══ Supplied material

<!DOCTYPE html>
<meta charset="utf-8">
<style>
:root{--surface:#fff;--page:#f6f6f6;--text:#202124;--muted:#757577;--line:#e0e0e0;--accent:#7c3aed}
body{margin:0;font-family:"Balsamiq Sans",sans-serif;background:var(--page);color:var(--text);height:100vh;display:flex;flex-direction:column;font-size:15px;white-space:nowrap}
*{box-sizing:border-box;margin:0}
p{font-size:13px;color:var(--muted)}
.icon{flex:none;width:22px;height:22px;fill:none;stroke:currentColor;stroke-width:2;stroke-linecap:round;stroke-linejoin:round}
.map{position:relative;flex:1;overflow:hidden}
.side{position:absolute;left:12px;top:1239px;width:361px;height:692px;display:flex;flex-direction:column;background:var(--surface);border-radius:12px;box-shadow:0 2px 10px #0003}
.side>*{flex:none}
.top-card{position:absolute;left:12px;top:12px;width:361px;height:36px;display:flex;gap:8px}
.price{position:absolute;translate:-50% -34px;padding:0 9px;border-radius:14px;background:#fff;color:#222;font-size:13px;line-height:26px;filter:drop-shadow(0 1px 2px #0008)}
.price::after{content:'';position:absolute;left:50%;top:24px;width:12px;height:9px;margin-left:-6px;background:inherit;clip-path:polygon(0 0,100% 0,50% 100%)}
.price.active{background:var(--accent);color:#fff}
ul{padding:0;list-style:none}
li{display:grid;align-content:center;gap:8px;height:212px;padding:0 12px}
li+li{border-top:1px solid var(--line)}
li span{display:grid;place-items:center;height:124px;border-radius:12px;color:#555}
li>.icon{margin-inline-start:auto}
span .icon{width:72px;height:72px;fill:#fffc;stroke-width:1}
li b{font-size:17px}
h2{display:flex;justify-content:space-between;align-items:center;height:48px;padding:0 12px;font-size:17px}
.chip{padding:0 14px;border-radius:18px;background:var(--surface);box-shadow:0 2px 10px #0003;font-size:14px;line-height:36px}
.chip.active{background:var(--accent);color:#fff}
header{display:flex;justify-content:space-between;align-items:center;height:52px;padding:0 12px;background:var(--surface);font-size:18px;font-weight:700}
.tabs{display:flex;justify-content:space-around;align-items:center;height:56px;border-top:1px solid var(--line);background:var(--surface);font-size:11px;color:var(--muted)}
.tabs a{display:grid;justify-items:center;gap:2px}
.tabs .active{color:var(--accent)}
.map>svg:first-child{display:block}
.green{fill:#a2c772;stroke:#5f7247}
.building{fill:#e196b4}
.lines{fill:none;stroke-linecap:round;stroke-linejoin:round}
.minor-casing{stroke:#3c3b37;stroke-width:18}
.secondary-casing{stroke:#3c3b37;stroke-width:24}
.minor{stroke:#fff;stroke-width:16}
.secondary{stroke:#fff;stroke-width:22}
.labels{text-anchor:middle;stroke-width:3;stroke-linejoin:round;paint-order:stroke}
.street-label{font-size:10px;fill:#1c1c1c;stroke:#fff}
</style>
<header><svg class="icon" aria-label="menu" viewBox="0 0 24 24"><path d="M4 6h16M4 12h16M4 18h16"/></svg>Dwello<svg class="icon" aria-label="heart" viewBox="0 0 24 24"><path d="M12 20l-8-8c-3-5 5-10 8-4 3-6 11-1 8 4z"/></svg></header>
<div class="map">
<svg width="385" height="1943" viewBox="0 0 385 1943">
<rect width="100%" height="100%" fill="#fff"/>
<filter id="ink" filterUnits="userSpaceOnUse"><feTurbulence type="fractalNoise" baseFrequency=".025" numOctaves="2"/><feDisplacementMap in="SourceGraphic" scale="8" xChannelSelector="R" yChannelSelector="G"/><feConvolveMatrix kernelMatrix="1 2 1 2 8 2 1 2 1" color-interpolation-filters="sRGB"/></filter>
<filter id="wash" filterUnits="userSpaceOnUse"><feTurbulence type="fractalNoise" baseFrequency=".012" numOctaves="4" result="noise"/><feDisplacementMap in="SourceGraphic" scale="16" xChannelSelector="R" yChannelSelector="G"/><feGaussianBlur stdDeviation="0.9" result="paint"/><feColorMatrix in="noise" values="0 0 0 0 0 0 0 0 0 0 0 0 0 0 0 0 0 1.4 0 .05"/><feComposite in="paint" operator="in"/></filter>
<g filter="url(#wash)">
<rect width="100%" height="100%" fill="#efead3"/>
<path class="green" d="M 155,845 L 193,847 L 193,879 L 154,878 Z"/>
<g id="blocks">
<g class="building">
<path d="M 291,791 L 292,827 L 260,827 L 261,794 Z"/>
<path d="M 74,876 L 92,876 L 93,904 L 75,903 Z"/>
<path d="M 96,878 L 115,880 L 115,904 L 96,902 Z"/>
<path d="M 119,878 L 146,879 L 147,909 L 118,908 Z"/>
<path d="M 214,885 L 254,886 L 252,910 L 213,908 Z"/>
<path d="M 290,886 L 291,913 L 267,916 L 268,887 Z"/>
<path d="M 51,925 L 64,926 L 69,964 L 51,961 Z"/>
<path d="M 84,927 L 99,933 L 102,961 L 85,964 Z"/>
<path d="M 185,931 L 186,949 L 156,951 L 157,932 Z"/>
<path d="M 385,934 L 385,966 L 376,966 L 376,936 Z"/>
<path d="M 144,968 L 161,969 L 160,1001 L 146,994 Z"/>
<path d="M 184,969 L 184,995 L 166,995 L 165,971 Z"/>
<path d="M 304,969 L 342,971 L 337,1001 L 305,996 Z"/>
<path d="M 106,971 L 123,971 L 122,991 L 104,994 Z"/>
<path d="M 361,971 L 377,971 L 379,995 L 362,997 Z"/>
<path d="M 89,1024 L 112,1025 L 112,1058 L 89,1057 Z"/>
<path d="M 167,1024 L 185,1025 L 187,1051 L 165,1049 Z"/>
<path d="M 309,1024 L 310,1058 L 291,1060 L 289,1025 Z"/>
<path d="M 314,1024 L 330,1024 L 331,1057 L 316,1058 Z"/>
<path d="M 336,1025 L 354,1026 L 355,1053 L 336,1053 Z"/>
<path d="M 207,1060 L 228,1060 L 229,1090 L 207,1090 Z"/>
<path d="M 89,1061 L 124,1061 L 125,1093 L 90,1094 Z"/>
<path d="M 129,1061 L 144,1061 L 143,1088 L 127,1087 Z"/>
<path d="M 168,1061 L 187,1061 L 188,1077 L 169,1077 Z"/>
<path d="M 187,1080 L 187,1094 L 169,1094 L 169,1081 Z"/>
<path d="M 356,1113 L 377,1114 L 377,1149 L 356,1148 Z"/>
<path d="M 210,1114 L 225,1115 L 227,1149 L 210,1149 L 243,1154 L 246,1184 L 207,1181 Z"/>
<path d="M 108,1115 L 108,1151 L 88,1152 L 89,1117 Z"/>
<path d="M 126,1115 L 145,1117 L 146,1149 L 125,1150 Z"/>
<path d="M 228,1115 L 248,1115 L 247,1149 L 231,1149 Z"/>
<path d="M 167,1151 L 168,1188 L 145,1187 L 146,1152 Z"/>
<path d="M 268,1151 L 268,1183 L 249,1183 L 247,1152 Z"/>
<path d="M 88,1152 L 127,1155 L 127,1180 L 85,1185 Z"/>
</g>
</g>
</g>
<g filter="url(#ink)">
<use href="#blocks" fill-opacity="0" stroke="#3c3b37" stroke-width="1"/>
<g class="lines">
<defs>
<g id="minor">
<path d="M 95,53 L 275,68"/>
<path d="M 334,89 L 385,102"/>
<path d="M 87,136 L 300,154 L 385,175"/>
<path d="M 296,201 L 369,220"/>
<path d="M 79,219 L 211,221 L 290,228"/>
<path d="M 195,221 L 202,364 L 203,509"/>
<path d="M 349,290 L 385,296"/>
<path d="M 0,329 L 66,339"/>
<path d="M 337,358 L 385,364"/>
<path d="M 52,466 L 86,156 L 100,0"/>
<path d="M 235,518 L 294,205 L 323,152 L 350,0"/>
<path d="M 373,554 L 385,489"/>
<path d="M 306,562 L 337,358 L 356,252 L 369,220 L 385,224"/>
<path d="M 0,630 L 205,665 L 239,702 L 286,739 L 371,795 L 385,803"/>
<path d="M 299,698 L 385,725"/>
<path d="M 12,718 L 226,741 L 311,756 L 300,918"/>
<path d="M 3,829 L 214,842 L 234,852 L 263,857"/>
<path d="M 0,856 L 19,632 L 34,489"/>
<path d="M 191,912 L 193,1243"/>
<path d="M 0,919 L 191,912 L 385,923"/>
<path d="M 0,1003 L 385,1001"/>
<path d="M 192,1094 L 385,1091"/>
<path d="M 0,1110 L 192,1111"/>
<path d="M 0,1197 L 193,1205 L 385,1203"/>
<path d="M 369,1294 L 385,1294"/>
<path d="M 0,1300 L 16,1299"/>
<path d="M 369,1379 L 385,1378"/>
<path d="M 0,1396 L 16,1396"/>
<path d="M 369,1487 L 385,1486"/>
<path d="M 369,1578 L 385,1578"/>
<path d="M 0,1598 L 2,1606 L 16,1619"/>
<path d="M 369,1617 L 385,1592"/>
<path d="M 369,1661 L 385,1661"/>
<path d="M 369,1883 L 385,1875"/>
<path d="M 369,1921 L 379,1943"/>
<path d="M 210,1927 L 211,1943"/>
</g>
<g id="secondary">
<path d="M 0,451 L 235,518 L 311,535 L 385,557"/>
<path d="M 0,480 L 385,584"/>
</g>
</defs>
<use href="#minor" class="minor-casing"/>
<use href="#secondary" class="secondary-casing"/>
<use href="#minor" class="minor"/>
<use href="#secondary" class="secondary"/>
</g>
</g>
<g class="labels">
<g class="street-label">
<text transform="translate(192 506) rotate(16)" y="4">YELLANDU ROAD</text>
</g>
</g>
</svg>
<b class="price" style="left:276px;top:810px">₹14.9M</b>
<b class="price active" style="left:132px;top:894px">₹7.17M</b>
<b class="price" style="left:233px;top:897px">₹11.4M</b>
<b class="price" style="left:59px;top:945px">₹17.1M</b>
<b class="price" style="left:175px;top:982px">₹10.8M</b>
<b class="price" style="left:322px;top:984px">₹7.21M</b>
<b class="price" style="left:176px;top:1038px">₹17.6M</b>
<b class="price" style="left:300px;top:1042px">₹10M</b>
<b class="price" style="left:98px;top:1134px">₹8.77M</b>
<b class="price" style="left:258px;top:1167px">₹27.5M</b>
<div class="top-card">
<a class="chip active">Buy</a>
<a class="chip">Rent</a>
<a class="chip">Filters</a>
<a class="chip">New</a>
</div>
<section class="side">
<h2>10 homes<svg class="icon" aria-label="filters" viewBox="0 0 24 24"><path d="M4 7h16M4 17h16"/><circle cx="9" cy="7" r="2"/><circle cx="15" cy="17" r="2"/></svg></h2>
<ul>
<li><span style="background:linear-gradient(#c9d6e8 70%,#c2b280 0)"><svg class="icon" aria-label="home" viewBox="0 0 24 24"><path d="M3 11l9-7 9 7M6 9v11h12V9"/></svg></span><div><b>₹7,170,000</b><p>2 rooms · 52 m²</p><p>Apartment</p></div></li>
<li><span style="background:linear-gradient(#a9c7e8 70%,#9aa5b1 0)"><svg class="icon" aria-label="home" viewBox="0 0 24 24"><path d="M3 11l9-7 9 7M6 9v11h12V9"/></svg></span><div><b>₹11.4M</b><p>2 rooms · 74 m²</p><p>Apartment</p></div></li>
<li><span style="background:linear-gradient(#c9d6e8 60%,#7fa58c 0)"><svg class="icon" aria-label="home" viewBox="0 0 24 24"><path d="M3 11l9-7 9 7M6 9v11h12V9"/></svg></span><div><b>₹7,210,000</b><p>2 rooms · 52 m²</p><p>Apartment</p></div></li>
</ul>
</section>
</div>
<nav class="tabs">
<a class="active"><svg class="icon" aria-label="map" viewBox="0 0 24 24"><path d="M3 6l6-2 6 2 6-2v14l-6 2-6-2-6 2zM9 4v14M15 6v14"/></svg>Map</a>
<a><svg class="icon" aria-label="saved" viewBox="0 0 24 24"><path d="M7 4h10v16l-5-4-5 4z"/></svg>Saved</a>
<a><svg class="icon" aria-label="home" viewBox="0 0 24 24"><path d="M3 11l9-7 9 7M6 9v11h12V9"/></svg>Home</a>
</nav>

════

Across the entries, how many lines include the string "column"? The answer should be only a number.

# Result of the task
2